Главная / Публикации / Человек и недра. Экология и система

Человек и недра. Экология и система

 

Краткое и точное изложение позиции методолога в отношении экологической проблематики.

(Человек и природа, 2-1989, с.3-13)

Беседа с кандидатом философских наук, научным сотрудником Института управления и экономики народного образования Академии педагогических наук СССР, председателем комитета по организационно-деятельностным играм и системомыследеятельностной методологии Союза научных и инженерных обществ СССР Георгием Петровичем ЩЕДРОВИЦКИМ

— Обращаясь сегодня к проблемам, связанным с отношением к природе, мы должны иметь в виду общественный резонанс, который они получили. Каково Ваше отношение к экологическому движению в нашей стране и его перспективам?

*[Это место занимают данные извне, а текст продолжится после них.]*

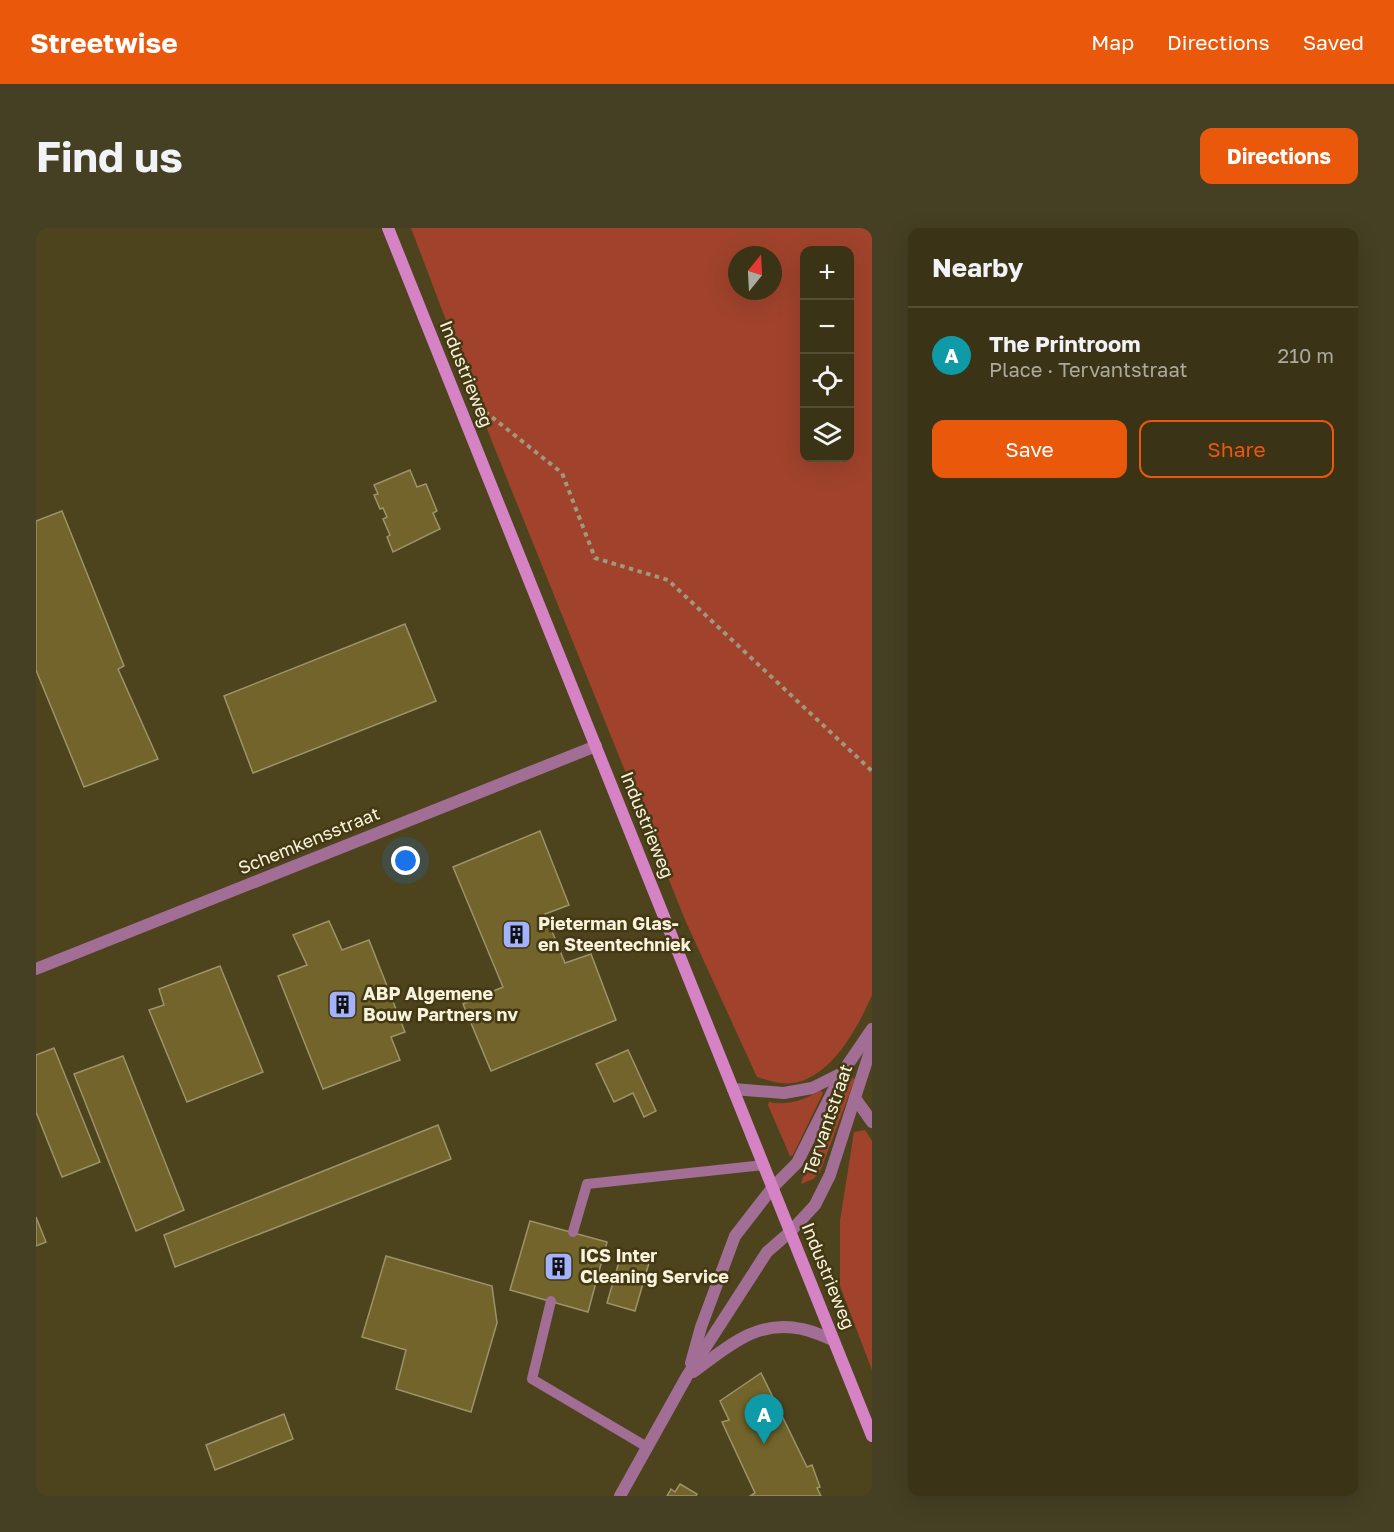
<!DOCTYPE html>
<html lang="en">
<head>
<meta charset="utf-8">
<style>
  :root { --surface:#3a3316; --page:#453f23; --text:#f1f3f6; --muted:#abaaa1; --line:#544e35; --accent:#ea580c }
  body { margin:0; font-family:"Golos Text",sans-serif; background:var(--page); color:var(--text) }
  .controls { position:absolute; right:18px; top:18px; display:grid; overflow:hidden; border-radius:12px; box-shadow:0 6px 24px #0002 }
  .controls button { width:54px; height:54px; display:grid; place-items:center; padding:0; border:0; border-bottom:2px solid var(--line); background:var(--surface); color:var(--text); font:30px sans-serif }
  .compass { position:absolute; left:692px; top:18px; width:54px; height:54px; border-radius:50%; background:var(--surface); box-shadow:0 6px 24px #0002; rotate:18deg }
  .you { position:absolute; left:370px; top:633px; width:21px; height:21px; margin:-15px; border:4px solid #fff; border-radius:50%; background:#1a73e8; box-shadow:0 0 0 9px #1a73e833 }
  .badge { display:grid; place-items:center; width:39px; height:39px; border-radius:50%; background:var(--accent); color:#fff; font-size:20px; font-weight:700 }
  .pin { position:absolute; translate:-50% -50px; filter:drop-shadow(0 2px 3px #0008) }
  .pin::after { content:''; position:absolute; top:32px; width:21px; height:18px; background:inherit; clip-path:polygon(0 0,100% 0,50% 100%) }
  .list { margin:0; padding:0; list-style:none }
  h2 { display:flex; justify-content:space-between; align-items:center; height:78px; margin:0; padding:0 24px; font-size:26px }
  h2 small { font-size:20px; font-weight:400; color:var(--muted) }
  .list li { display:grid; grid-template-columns:39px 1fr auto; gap:18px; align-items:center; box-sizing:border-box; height:96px; padding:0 24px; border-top:2px solid var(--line) }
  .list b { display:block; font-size:22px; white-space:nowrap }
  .list p { margin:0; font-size:20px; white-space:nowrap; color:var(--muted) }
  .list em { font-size:20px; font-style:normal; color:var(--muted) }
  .actions { display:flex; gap:12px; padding:18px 24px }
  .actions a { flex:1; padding:14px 0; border:2px solid var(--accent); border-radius:12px; text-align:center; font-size:21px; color:var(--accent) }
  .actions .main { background:var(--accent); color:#fff }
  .icon { flex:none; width:33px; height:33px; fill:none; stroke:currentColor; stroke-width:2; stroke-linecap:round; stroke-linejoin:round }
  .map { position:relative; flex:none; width:836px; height:1268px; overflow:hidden; border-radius:12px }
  header { display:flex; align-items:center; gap:36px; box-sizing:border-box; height:84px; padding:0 30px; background:var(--accent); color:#fff }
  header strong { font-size:28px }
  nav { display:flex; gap:33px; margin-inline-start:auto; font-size:21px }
  .intro { display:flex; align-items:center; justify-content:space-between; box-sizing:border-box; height:144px; padding:0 36px }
  h1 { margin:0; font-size:42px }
  .button { padding:15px 27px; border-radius:12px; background:var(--accent); color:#fff; font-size:21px; font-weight:700 }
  main { display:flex; gap:36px; padding:0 36px }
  aside { flex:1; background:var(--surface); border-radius:12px; box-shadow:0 6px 24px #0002 }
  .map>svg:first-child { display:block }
</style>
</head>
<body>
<header>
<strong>Streetwise</strong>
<nav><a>Map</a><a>Directions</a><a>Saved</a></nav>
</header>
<div class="intro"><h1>Find us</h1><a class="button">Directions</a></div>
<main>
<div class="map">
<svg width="836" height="1268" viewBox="0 0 836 1268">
  <rect width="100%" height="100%" fill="#4d441e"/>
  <!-- green -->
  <g fill="#a1432c" fill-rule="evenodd">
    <path d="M375,0H836V767C823,797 798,845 762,854C747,858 734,853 721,849L650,694L457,216ZM814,22V230H768V22ZM701,27H737V63H701Z"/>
    <polygon points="816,850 819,851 784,944 777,951 765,956 770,940"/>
    <path d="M784,862L787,865L757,927L754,928L732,877L733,874C752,878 769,872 784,862Z"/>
    <polygon points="829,902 836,913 836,1142 804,1058 804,993 818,904"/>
  </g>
  <!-- building -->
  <g fill="#72642a" stroke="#9d936b" stroke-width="1.5">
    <polygon points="374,242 381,259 390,256 401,283 397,285 404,301 357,324 351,309 354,307 347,291 351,289 347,280 344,281 338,267 342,266 338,257"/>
    <polygon points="26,283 88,438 82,441 122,531 48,559 0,442 0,293"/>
    <polygon points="369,396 400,473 217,545 188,468"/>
    <polygon points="504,603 533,677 509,686 529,735 555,726 580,792 455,843 427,776 467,759 417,639"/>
    <polygon points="293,693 306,722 333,712 369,804 355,809 364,832 287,861 242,748 271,737 257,707"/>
    <polygon points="184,738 227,844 151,874 113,782 128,777 123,761"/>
    <polygon points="18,820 64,934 26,949 0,884 0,827"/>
    <polygon points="592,822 620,883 608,889 597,865 578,874 560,836"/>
    <polygon points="87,828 148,982 100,1003 38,846"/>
    <polygon points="402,897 415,931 139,1039 128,1007"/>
    <polygon points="0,989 10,1014 0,1018"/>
    <polygon points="494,993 571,1014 552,1084 474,1062"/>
    <polygon points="585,1027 613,1035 599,1083 571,1075"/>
    <polygon points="350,1028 456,1058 461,1095 435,1184 360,1161 370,1122 326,1109"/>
    <polygon points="725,1145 771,1239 776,1237 784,1259 781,1260 785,1268 714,1268 719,1265 686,1194 693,1192 684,1173"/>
    <polygon points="248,1186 257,1211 179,1242 170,1217"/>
    <polygon points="644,1256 661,1266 660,1268 631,1268 635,1261 639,1264"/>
  </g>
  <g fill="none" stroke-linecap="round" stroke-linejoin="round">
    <!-- path -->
    <polyline stroke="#a0987a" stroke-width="4" stroke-dasharray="4.5 4.5" stroke-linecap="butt" points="442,178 526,245 559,330 632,352 836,543"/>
    <!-- lane -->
    <g stroke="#a26e96" stroke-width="10">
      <polyline points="537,1004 551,956 728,937"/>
      <polyline points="515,1073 496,1151 611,1219"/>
    </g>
    <!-- street -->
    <g stroke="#a26e96" stroke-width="12">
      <polyline points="0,741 560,518"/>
      <polyline points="697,861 748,865 776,860 806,845"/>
      <polyline points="819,870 836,894"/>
      <polyline points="655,1135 665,1099 699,1008 737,959 761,935 806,845 836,801"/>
      <path d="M657,1144C692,1119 720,1091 766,1101C777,1103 787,1108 797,1112"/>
      <polyline points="584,1268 651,1148 731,1024 754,1004 779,977 794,947 836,817"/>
    </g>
    <!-- secondary -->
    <polyline stroke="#d583c4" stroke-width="12" points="352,0 836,1208"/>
  </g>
  <!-- icons -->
  <defs>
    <symbol id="building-square" viewBox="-11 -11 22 22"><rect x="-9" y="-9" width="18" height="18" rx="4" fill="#a3b2fd" stroke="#433913"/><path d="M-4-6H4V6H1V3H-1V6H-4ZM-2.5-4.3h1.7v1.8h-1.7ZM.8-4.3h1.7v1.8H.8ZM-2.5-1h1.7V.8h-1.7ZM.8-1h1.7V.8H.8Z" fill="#111"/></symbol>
  </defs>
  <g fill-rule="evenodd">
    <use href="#building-square" x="464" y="690" width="33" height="33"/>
    <use href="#building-square" x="290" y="760" width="33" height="33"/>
    <use href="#building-square" x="506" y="1022" width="33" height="33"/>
  </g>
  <g text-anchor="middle" stroke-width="5" stroke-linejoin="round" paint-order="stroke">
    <!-- street labels -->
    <g font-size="18" fill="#f9f3de" stroke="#433913">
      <text transform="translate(430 146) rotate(68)" y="6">Industrieweg</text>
      <text transform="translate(611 597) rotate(68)" y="6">Industrieweg</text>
      <text transform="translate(273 613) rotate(-22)" y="6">Schemkensstraat</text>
      <text transform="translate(792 892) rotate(-71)" y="6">Tervantstraat</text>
      <text transform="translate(792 1048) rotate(68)" y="6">Industrieweg</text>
    </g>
    <!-- poi labels -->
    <g font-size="18" font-weight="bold" fill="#f9f3de" stroke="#433913" text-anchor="start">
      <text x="502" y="702">Pieterman Glas-<tspan x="502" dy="21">en Steentechniek</tspan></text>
      <text x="327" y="772">ABP Algemene<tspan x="327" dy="21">Bouw Partners nv</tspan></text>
      <text x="544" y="1034">ICS Inter<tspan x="544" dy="21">Cleaning Service</tspan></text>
    </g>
  </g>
</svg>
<div class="controls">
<button>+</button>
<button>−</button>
<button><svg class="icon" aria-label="locate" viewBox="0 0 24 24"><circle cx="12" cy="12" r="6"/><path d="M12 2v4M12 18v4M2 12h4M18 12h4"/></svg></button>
<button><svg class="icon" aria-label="layers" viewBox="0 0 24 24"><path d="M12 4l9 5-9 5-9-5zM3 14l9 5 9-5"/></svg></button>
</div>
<svg class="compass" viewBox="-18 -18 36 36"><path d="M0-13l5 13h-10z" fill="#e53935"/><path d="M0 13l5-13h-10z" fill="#abaaa1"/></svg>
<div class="you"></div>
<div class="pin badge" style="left:728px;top:1216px;background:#0f9aa8">A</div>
</div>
<aside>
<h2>Nearby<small></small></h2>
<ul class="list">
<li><span class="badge" style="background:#0f9aa8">A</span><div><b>The Printroom</b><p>Place · Tervantstraat</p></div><em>210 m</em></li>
</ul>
<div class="actions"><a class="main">Save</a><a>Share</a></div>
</aside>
</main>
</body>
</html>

— Признаюсь, что до самого последнего времени относился к нему с некоторым пренебрежением, свысока, как к форме интеллигентского трепа и возможности «выпустить пар». Сегодня экология — не мышление, не наука, не практика. Это массовое проявление человеческой жизни, бессмысленное, ибо не имеет своего предмета в действительности. Другой вопрос, нужно ли настаивать на том, чтобы превратить это движение в осмысленное?

Сегодня оно имеет к природе весьма косвенное отношение. Это движение политическое, социально-культурное, социально-экономическое. Оно дает людям повод самоопределиться в общественной жизни в тот момент, когда все традиционные политические лозунги навязли в зубах и уже не работают. Люди самоопределяются как политические деятели при обсуждении проблем экологии.

Не имеет смысла рассматривать это движение в терминах мышления, ибо со своим предполагаемым предметом оно имеет мало общего. Его нужно рассматривать с точки зрения будущего, того типа общества, к которому оно может привести. Поэтому понять мы его не можем, его смысл весь в будущем, но будущее-то осуществляется именно сегодня.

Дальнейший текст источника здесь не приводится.